Prompt: Transcribe only part of the material below: the lines from the one containing "position:absolute; inset:0; border:8px" through the one containing "position:absolute; left:1203px; top:1412px;", inclusive, exactly as written.

[Given information — start]

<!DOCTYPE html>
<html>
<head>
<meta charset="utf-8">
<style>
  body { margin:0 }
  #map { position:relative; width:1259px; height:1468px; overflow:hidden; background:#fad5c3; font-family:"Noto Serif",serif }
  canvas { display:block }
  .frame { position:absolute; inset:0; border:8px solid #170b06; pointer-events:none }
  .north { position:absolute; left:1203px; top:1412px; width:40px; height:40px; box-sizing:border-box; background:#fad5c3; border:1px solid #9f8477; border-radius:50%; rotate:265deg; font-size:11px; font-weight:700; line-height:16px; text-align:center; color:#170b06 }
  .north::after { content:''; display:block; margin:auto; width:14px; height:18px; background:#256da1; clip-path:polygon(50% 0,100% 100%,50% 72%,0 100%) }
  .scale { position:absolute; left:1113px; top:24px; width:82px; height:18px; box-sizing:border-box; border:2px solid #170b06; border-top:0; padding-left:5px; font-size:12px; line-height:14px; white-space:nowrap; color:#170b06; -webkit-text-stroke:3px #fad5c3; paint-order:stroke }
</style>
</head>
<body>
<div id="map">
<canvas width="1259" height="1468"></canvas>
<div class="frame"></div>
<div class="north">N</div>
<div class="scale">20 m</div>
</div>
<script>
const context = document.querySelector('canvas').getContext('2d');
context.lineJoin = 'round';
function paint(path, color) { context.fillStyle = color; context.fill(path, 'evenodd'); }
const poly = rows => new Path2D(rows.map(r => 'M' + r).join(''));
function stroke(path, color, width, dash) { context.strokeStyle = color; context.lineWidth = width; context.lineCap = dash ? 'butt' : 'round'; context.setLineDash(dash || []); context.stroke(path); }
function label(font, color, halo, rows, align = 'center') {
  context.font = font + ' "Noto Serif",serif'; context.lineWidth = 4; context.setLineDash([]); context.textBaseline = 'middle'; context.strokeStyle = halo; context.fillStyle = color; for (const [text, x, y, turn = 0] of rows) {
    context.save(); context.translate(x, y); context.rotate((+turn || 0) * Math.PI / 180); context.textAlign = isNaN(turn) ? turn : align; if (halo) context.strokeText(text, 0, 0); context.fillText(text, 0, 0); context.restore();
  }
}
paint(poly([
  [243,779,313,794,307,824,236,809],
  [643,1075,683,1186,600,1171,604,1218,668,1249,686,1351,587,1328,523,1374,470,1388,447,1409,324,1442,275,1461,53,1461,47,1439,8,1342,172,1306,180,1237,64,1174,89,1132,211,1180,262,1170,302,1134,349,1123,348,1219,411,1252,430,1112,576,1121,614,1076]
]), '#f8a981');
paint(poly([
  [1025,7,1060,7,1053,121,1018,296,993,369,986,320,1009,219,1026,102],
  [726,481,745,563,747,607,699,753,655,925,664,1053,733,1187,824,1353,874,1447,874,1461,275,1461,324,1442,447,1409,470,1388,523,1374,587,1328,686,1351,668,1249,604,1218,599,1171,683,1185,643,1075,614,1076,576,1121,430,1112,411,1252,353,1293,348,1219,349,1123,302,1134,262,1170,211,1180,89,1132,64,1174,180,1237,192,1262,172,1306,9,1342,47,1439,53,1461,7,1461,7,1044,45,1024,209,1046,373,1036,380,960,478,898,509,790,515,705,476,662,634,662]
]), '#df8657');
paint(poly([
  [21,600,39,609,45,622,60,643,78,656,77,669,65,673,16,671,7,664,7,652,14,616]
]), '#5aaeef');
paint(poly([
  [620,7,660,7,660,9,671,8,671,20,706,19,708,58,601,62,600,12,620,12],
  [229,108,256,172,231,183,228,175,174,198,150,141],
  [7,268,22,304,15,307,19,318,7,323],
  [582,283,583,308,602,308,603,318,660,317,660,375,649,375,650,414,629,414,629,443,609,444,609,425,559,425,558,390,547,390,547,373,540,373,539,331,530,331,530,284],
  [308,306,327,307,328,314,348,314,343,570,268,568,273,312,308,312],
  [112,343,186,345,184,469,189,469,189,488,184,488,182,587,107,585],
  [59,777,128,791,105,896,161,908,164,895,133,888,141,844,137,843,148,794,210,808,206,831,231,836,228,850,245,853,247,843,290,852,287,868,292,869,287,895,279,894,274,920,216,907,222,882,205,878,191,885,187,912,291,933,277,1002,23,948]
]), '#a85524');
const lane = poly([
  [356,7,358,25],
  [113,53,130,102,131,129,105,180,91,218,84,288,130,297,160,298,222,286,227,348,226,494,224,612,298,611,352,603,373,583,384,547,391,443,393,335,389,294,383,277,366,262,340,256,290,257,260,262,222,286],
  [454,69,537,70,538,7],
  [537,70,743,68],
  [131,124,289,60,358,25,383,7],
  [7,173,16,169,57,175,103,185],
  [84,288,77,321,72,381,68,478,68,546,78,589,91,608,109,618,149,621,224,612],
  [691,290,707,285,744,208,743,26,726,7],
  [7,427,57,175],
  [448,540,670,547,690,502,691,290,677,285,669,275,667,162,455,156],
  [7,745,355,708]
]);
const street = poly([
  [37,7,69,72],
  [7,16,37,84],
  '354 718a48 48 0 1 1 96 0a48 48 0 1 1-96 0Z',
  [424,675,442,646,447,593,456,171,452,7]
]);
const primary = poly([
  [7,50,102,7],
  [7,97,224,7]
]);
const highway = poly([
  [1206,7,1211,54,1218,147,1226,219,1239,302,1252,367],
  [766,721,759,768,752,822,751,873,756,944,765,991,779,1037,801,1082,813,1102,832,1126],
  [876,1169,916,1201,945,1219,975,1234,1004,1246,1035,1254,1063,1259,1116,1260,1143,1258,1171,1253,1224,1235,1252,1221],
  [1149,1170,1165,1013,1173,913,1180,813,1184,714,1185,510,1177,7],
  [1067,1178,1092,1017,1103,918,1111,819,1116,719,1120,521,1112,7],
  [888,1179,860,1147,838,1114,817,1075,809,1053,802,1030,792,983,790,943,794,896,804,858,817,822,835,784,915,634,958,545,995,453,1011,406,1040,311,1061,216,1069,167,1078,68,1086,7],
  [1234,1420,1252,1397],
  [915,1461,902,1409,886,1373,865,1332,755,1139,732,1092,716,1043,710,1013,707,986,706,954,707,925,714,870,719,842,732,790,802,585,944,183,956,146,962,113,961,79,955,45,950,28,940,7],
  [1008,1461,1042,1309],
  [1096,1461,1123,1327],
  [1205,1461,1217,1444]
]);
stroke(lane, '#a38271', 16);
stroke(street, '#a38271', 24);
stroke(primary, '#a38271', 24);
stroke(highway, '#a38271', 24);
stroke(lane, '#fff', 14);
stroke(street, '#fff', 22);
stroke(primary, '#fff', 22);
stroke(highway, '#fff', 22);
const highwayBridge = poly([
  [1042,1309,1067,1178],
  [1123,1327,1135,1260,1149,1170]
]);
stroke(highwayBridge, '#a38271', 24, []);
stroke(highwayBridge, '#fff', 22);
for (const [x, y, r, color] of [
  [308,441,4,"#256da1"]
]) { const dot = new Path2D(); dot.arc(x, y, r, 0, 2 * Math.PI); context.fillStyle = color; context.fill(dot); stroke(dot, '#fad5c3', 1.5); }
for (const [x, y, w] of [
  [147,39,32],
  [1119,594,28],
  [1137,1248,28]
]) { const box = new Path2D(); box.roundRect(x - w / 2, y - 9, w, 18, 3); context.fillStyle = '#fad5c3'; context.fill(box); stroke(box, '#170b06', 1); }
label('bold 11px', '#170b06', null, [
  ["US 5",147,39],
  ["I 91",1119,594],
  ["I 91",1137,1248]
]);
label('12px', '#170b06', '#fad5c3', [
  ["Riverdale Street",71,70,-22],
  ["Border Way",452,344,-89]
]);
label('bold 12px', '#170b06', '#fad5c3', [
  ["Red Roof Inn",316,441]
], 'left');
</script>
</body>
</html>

[Given information — finish]

Worked solution:
  .frame { position:absolute; inset:0; border:8px solid #170b06; pointer-events:none }
  .north { position:absolute; left:1203px; top:1412px; width:40px; height:40px; box-sizing:border-box; background:#fad5c3; border:1px solid #9f8477; border-radius:50%; rotate:265deg; font-size:11px; font-weight:700; line-height:16px; text-align:center; color:#170b06 }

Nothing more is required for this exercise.